The FTIR spectra of SC, PAA, PAA/SC (10 wt%) and the physical mixture of PAA with SC (m/m = 10) were shown in Figure 1. For the SC (Figure 1a), the absorption peaks at 1034 cm⁻¹, 791 cm⁻¹, 695 cm⁻¹, 538 cm⁻¹, 469 cm⁻¹ were attributed to the Si–O, Si–O–Si and Si–O–Al, respectively. More importantly, the peaks at 1100 cm⁻¹, 3694 cm⁻¹ and 3619 cm⁻¹ assigned to the stretching vibration of the apical Si–O group, as well as the stretching vibration of O-H in kaolinite [13,27], suggested the SC contained the silicate mineral of kaolinite. The XRD characterization also verified the kaolinite of in SC (Figure S1, Supplementary Material). In addition, The SC also contained the carbonic matter, and the content was 27.3% based on the TG characterization (Figure S2, Supplementary Material). In the FTIR, the characterization peaks appearing at 2924 cm⁻¹ and 2848 cm⁻¹ were symmetric and asymmetric stretching vibration towards –CH₂, characterization peak at 1613 cm⁻¹ and 1434 cm⁻¹ were -OH or the asymmetric stretching of –COO⁻ and the scissoring vibration of –CH [35]. They were derived from the carbonic matter, which was mixed with the silicate mineral of kaolinite to form a SC [28]. After the polymerization reaction, the C=O stretching vibrations at 1710 cm⁻¹ (Figure 1b), assigned to carboxylic group of un-neutralized PAA, appeared. Besides, the new peaks at 1568 cm⁻¹ and 1407 cm⁻¹ were related to the asymmetric and symmetric –COO⁻ stretching vibrations for carboxylate salt of PAA, indicating that the polymerization reaction was successful. Compared with infrared spectra of SC and PAA, the characterization peaks of PAA all appeared in the FTIR of PAA/SC, but the absorption bands at 1613 cm⁻¹ (–OH or –COO⁻ asymmetric stretching of SC), 1568 cm⁻¹ and 1407 cm⁻¹ (–COO⁻ asymmetric and symmetric stretching of PAA) shifted to 1560 cm⁻¹ and 1400 cm⁻¹ (Figure 1c).
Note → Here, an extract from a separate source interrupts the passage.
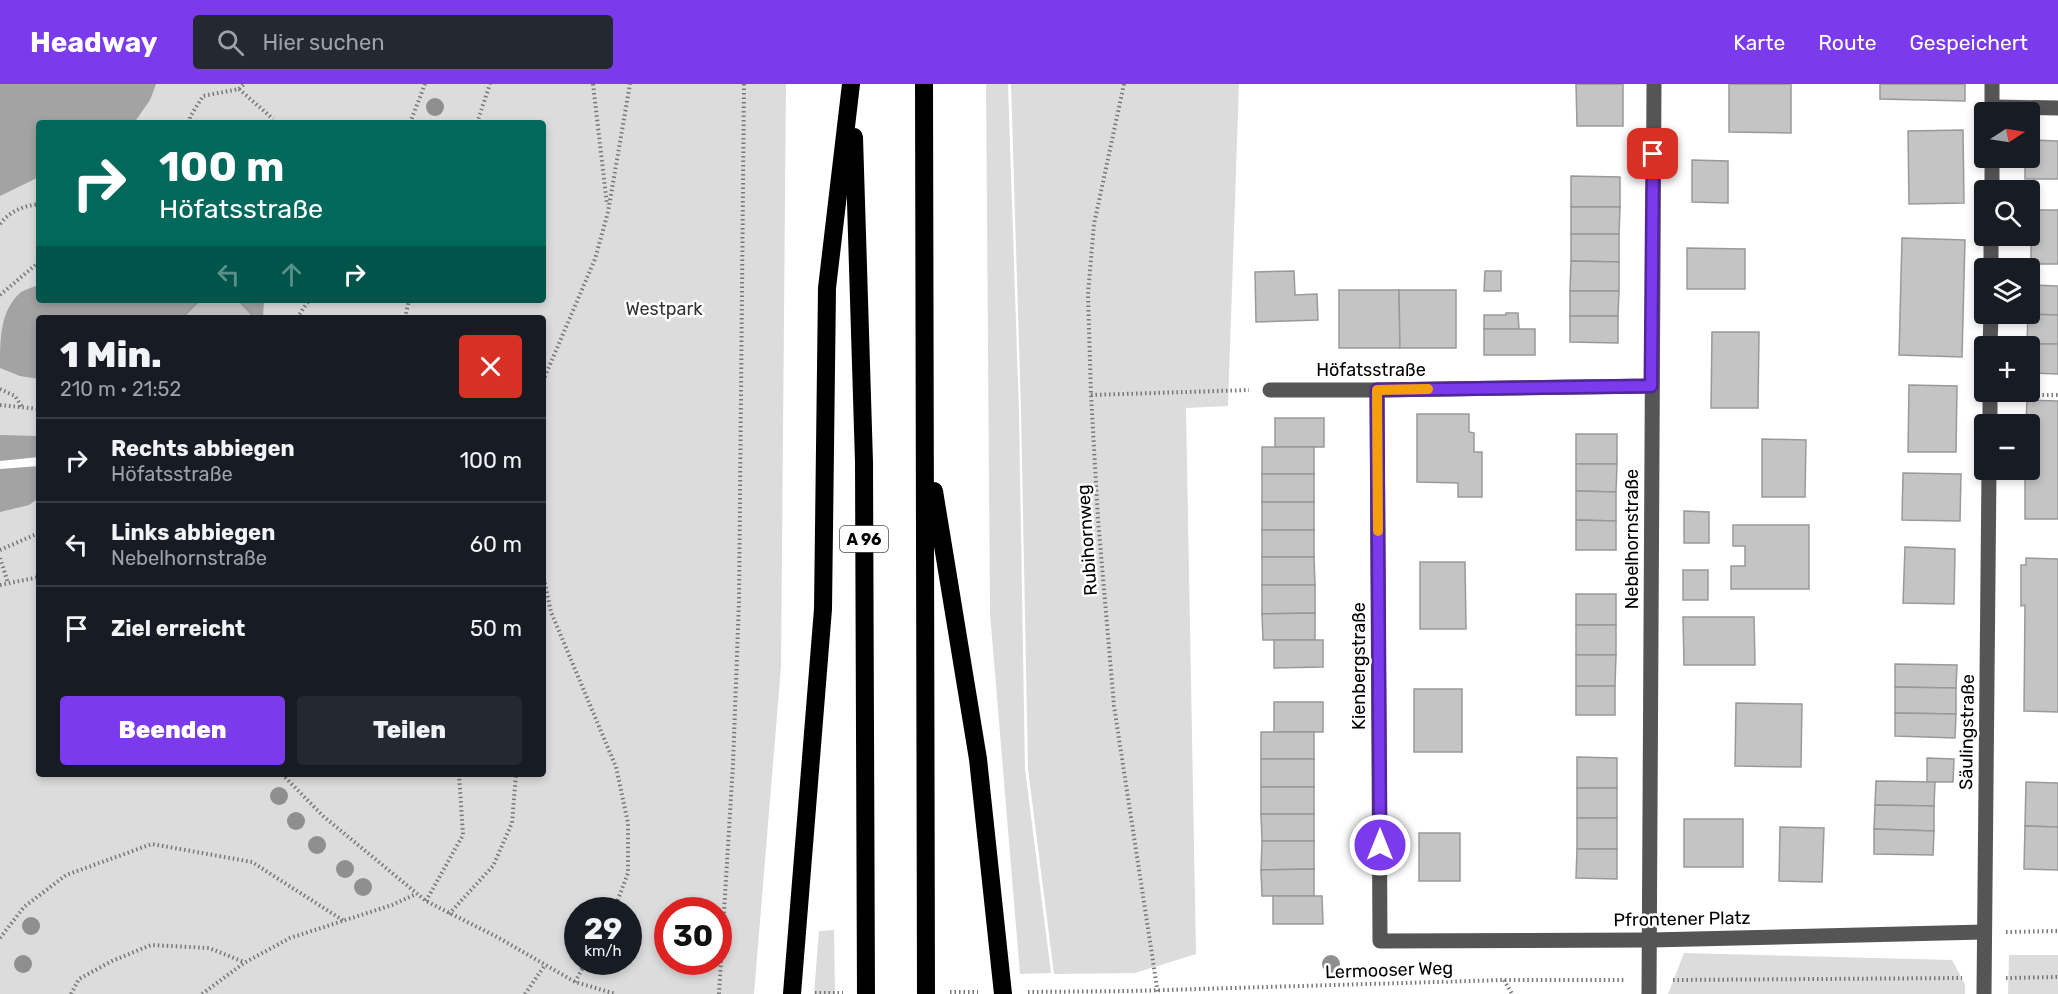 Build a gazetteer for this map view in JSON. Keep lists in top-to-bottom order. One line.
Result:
{"streets":{"highway":["A 96"],"street":["Höfatsstraße","Nebelhornstraße","Kienbergstraße","Säulingstraße","Pfrontener Platz"],"path":["Rubihornweg","Lermooser Weg"]},"crossings":[["Höfatsstraße","Nebelhornstraße"],["Höfatsstraße","Kienbergstraße"],["Nebelhornstraße","Pfrontener Platz"],["Nebelhornstraße","Lermooser Weg"],["Rubihornweg","Lermooser Weg"],["Kienbergstraße","Pfrontener Platz"],["Säulingstraße","Pfrontener Platz"],["Säulingstraße","Lermooser Weg"]],"parks":["Westpark"],"north":"right","page":{"header":"Headway","search":"Hier suchen","nav":["Karte","Route","Gespeichert"],"map_buttons":["+","−"],"turn":["100 m","Höfatsstraße"],"heading":["1 Min.","210 m · 21:52"],"list":[{"name":"Rechts abbiegen","note":"Höfatsstraße","value":"100 m"},{"name":"Links abbiegen","note":"Nebelhornstraße","value":"60 m"},{"name":"Ziel erreicht","value":"50 m"}],"buttons":["Beenden","Teilen"],"speed":"29 km/h","limit":"30"}}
Forthermore, the characterization peaks of PAA/SC significantly shifted compared to infrared spectra of the physical mixture of PAA with SC (Figure 1d), suggested graft polymerization between PAA and SC through the hydroxyl or carboxyl group in carbonic matter of SC, and the SC participated in the construction of the 3D polymeric network.

3.2. SEM Analysis

The surface morphologies of superabsorbent composites towards PAA, PAA/SC (10 wt%) and PAA/SC (18 wt%) were shown in Figure 2. As can be seen, a comparatively smooth, dense and tight surface was observed to the PAA (Figure 2a). When the SC was introduced, the superabsorbent composites of PAA/SC (10 wt%) and PAA/SC (18 wt%) exhibited a relatively coarse and loose pleat surface (Figure 2b,c). The superabsorbent composite containing 10 wt% of SC showed lots of folds on the surface (Figure 2b). With the increase of SC content to 18 wt%, the surface roughness was obviously improved and the book-like structure was obviously found. Besides, some gaps also appeared in the surface of the composite containing 18 wt% of SC (Figure 2c). The corresponding elemental mapping was conducted and results revealed the homogeneous distribution of C, O, Si, Al and Fe over the entire structure of the obtained PAA/SC (10 wt%) (Figure S3, in Supplementary Material). This result proved the SC had finely dispersed and was embedded into the matrix of the PAA network. In addition, the SC had a role to relax the chain entanglement of PAA, which is similar to the clay of kaolinite, attapulgite, and so on [14,36]. The loose surface facilitates the permeation of water into the polymeric network and increases water absorption.

3.3. Water Absorbency

3.3.1. Effect of Initiator Content on Water Absorbency

The effect of the initiator APS content on the water absorbency of the superabsorbent composites in distilled water and 0.9% NaCl solution as shown in Figure 3a (7.2 g AA, 10 wt% SC, 0.4 mol% MBA and neutralization degree 70% of AA were selected, and conditional screening of APS usage was conducted under nitrogen atmosphere). It can be seen that the water absorbency of the superabsorbent composites increased with the increase of the APS content, and reached an optimal value of 459 g/g in distilled water and 53 g/g in 0.9% NaCl solution as increasing the APS content to 1.6 mol%, respectively. Further increasing the content of APS, water absorbency of the superabsorbent composites began to decline. The polymerization reaction began from the decomposing of APS at the polymerization temperature. When the content of APS was lower than 1.6 mol%, a large number of free-radical sites on the polymer macromolecular chain may not form effectively, which limits the reaction process of chain transfer and the growth of grafting polymerization chain. Therefore, increasing the content of APS will produce more free-radical sites and extend the three-dimensional network, consequently improving the water absorbency of the superabsorbent composites. However, with further increasing of the APS content, the excess radicals cause the bimolecular collision termination step, thereby shortening the average length of the water absorption chain, and resulting in a decrease of water absorbency [37,38].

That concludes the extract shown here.